About this task —
Report every line from the following entries that contains the string "list".

[[ Data extracts, beginning ]]

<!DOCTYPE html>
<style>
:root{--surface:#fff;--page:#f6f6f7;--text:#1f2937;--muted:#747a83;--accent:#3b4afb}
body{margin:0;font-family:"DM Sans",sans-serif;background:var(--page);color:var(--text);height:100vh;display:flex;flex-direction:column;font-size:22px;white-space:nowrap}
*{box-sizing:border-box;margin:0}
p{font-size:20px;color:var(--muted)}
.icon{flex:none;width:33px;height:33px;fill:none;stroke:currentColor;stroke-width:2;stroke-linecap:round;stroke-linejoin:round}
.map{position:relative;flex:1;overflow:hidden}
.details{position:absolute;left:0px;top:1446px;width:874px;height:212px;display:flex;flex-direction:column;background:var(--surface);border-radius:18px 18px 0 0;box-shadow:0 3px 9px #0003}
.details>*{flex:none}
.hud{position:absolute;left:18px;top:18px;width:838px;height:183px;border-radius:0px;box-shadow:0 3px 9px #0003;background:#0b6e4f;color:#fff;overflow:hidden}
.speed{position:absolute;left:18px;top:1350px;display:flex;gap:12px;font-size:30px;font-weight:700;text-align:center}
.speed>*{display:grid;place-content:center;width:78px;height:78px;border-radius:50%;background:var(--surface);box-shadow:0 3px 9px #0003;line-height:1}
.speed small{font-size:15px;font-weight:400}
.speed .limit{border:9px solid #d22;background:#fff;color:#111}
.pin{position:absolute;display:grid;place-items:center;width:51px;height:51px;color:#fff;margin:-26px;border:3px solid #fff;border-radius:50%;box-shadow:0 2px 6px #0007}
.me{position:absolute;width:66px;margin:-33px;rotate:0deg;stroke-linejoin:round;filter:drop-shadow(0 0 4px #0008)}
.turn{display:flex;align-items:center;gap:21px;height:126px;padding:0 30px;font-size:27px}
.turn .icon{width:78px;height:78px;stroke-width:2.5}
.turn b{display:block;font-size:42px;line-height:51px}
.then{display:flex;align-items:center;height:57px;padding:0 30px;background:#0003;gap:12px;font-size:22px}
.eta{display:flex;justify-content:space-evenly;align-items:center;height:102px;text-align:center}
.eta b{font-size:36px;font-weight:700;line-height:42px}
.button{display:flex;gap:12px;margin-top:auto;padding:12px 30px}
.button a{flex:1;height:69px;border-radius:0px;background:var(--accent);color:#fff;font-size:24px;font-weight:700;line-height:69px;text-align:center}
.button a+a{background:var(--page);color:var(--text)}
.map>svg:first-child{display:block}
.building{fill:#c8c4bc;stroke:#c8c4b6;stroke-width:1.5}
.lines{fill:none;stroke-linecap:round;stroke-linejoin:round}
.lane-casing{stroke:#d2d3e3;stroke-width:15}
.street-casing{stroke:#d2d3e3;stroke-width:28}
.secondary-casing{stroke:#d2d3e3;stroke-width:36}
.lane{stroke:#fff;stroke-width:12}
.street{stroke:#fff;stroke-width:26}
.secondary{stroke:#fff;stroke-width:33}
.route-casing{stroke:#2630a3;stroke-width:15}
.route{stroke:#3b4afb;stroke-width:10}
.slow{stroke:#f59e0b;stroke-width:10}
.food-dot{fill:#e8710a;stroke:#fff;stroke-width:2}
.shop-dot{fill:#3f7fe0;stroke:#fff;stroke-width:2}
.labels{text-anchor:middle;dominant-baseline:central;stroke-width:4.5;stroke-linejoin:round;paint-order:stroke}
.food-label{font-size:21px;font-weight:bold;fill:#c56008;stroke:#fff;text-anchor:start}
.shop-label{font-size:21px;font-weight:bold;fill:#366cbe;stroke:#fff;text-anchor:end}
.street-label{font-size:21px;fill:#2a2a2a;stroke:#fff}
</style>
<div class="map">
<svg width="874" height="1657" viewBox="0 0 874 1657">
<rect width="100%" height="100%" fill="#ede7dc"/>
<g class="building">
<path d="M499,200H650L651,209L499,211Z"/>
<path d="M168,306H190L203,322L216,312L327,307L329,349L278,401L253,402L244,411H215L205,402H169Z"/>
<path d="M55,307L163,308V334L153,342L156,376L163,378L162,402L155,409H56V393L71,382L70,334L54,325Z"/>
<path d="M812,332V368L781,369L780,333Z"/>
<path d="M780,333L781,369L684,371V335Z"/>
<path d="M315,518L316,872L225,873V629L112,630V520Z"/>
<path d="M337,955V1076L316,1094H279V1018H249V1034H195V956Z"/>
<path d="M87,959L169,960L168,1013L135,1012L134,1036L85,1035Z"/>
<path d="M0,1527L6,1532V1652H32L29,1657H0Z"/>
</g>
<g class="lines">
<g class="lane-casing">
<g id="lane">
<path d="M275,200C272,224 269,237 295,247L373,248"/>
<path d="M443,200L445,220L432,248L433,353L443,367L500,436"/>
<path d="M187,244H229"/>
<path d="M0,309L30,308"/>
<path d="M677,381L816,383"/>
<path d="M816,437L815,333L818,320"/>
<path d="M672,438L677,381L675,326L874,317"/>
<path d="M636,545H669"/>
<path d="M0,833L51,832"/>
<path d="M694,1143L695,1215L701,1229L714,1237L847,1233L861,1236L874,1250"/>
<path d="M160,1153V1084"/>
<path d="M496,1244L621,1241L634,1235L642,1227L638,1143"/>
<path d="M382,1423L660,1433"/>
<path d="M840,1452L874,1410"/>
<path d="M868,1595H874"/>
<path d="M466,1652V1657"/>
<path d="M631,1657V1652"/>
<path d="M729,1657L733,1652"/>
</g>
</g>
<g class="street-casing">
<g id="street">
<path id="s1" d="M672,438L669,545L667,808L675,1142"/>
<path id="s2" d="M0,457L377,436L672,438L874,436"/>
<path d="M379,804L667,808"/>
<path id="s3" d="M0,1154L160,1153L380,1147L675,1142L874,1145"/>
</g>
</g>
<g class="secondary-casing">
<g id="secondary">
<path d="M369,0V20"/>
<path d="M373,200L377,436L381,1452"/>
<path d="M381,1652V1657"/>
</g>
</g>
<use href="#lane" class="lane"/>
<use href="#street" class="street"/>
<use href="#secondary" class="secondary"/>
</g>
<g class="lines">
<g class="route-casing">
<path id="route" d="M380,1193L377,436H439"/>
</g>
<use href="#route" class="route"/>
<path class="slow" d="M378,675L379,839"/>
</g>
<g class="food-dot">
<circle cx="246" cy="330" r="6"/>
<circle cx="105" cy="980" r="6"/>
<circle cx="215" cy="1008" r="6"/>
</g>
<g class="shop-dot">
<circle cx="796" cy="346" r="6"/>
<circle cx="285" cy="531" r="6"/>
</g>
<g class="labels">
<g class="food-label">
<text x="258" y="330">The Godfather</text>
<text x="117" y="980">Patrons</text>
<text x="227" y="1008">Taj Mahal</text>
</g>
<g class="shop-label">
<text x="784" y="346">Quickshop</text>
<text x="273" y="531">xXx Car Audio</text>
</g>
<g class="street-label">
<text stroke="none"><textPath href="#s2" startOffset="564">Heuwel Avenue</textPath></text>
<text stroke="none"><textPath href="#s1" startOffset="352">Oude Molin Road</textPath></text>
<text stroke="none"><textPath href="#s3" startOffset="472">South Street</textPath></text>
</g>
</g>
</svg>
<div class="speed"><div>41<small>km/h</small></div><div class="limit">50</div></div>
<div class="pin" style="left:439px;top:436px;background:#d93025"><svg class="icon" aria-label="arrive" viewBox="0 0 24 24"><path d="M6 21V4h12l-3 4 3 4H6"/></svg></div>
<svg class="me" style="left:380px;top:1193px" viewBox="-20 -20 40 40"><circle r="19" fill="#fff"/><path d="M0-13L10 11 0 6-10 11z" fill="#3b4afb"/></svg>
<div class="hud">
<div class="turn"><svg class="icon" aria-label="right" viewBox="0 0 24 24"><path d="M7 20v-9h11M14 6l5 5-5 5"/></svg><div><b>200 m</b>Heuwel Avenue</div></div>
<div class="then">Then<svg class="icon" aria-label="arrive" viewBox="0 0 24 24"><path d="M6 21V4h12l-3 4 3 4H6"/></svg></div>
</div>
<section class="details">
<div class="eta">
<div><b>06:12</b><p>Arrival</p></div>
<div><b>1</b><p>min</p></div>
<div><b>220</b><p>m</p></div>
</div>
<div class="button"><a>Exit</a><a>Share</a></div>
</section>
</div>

[[ Data extracts, end ]]
[[ Data extracts, beginning ]]

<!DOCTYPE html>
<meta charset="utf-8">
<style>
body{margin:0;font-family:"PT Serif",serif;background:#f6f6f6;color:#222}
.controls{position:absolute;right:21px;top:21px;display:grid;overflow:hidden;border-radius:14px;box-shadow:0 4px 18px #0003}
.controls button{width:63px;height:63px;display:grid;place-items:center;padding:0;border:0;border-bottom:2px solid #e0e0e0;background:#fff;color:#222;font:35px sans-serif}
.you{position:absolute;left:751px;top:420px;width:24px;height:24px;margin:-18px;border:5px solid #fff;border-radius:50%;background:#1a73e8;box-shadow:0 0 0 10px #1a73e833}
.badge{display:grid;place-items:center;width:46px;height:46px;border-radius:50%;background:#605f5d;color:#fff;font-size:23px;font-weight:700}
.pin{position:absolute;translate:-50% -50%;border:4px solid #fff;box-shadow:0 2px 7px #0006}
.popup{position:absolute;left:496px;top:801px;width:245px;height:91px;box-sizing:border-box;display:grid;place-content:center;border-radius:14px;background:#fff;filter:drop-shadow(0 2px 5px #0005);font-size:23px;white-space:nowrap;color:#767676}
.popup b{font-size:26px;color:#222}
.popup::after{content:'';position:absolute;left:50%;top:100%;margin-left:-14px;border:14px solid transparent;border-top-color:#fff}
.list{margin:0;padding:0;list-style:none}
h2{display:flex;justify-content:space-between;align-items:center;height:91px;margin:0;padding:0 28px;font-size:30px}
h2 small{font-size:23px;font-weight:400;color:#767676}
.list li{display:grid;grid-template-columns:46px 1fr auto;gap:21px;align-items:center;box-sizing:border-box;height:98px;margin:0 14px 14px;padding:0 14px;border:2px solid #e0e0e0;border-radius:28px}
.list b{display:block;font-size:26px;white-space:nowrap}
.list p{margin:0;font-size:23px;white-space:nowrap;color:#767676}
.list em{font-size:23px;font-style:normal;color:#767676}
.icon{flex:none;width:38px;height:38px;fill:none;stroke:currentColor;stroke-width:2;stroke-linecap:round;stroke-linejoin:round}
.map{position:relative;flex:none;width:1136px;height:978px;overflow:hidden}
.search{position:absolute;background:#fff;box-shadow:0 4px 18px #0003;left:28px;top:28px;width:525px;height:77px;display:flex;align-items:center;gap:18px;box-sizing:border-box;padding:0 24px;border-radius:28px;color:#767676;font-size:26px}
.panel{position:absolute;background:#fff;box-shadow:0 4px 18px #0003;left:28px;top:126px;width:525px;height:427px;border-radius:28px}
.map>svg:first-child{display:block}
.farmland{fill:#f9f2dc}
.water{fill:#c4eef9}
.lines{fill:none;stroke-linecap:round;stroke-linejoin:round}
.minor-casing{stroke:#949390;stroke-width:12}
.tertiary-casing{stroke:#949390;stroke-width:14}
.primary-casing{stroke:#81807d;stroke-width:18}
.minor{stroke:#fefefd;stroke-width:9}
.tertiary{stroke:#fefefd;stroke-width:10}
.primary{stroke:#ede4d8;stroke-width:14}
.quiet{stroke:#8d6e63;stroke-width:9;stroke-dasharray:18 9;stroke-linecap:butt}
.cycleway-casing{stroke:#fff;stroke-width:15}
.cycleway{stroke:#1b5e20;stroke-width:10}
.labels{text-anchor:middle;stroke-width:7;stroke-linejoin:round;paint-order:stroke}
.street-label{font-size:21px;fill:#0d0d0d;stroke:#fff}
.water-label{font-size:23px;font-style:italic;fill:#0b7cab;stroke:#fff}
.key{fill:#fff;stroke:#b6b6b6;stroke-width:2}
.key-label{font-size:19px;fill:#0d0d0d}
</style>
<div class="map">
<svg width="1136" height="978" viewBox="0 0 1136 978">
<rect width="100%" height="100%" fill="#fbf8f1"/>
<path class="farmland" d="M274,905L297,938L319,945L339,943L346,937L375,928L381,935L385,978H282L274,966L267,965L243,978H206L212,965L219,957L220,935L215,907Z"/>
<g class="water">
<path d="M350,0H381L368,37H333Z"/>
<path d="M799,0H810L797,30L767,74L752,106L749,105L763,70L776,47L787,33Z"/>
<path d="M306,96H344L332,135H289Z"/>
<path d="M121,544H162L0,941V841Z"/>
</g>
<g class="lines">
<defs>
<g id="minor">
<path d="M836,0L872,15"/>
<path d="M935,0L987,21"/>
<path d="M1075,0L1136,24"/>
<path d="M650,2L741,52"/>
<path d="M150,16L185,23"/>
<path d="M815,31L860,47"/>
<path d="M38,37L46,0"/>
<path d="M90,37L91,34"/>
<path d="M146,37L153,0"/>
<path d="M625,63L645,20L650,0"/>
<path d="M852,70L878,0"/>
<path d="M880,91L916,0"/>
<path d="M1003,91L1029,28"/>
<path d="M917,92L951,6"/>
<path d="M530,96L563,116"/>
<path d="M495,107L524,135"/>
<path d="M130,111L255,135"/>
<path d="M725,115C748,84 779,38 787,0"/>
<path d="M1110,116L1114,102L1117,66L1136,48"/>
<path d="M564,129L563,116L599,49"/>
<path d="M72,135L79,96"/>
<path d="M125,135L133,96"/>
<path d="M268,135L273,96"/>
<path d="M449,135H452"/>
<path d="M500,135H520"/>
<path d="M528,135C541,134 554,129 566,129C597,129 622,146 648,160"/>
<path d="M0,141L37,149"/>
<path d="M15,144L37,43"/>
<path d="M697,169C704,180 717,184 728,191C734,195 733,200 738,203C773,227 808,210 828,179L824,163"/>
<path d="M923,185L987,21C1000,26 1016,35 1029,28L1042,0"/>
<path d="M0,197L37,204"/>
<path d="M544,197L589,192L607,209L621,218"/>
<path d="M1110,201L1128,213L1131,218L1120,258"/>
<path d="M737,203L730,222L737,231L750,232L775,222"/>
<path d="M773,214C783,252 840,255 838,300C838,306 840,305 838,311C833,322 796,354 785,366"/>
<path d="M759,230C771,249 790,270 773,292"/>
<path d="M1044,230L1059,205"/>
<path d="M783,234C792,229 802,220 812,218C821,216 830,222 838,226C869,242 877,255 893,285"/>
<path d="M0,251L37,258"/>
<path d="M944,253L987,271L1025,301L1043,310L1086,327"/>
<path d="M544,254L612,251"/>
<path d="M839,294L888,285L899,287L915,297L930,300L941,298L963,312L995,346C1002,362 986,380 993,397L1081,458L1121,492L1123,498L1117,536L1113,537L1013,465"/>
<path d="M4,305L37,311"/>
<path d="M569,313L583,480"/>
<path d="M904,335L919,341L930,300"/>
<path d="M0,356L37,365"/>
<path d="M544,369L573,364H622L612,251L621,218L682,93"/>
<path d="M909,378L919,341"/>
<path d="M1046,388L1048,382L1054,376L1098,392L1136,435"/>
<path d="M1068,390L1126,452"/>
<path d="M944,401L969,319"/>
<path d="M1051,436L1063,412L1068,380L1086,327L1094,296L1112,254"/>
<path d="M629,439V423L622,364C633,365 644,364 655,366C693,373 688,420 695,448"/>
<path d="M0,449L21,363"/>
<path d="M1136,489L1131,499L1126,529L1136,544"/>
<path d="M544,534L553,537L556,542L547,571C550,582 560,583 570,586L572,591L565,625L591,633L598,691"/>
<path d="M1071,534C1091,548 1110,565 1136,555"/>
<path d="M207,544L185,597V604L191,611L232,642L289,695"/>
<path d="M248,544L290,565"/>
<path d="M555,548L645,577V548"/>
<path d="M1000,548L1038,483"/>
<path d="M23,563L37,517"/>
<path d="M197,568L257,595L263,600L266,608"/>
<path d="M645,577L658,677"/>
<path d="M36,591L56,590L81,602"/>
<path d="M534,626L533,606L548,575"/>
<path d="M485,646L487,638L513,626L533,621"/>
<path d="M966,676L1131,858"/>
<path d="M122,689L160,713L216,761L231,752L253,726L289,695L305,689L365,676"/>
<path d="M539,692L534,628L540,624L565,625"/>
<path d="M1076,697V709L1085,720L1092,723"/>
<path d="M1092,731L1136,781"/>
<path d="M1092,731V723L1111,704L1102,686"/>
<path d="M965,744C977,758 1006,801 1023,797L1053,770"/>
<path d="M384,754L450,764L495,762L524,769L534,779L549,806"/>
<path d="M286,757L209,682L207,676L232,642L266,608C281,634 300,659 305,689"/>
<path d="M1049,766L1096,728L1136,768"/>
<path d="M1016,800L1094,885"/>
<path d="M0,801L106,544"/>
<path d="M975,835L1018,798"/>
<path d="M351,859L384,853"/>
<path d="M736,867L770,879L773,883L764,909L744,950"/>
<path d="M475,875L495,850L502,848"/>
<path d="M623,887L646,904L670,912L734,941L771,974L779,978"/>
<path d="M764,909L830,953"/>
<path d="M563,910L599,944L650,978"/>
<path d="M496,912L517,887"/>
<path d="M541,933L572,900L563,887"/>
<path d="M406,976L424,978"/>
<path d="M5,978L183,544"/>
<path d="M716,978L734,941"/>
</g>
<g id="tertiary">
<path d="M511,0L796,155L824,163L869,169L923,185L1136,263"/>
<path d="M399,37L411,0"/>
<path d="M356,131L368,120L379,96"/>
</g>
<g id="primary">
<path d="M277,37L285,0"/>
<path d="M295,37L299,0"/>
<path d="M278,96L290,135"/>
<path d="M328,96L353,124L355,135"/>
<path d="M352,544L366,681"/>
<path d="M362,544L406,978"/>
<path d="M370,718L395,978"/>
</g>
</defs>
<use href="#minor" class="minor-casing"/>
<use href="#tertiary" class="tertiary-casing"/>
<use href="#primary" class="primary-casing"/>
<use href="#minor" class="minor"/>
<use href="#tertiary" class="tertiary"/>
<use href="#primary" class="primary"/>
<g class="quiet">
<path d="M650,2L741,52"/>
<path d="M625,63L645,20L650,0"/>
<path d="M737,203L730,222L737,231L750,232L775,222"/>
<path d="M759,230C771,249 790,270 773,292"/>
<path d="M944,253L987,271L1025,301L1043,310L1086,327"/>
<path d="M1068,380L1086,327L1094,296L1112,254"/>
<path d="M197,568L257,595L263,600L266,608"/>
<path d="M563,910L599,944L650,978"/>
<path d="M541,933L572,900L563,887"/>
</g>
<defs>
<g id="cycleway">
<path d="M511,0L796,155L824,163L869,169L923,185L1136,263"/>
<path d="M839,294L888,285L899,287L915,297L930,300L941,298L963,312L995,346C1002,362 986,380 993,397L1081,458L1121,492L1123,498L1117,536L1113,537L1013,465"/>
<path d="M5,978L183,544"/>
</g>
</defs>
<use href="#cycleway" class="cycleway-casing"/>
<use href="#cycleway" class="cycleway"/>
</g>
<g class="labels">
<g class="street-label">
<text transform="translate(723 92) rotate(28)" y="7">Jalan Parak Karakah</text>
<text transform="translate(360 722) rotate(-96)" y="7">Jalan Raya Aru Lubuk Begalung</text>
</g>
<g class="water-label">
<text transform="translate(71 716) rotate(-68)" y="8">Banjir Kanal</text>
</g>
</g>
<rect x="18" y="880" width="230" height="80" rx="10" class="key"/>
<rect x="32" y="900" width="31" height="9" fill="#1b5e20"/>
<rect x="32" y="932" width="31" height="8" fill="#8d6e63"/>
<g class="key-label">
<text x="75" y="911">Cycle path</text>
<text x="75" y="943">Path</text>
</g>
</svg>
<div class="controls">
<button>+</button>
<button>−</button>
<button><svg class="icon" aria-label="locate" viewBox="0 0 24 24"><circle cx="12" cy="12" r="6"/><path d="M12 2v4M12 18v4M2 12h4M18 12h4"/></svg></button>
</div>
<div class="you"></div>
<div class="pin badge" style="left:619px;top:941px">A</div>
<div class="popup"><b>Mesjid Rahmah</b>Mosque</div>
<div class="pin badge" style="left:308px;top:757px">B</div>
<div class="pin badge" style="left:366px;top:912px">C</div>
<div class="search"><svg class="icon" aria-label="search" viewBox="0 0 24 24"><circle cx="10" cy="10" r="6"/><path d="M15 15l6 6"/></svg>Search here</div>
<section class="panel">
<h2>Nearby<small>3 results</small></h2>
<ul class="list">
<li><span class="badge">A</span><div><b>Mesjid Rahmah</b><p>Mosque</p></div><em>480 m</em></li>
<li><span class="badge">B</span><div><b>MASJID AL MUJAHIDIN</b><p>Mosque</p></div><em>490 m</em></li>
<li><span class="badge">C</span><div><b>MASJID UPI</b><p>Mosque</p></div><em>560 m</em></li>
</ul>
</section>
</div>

[[ Data extracts, end ]]

Answer to the problem —
.list{margin:0;padding:0;list-style:none}
.list li{display:grid;grid-template-columns:46px 1fr auto;gap:21px;align-items:center;box-sizing:border-box;height:98px;margin:0 14px 14px;padding:0 14px;border:2px solid #e0e0e0;border-radius:28px}
.list b{display:block;font-size:26px;white-space:nowrap}
.list p{margin:0;font-size:23px;white-space:nowrap;color:#767676}
.list em{font-size:23px;font-style:normal;color:#767676}
<ul class="list">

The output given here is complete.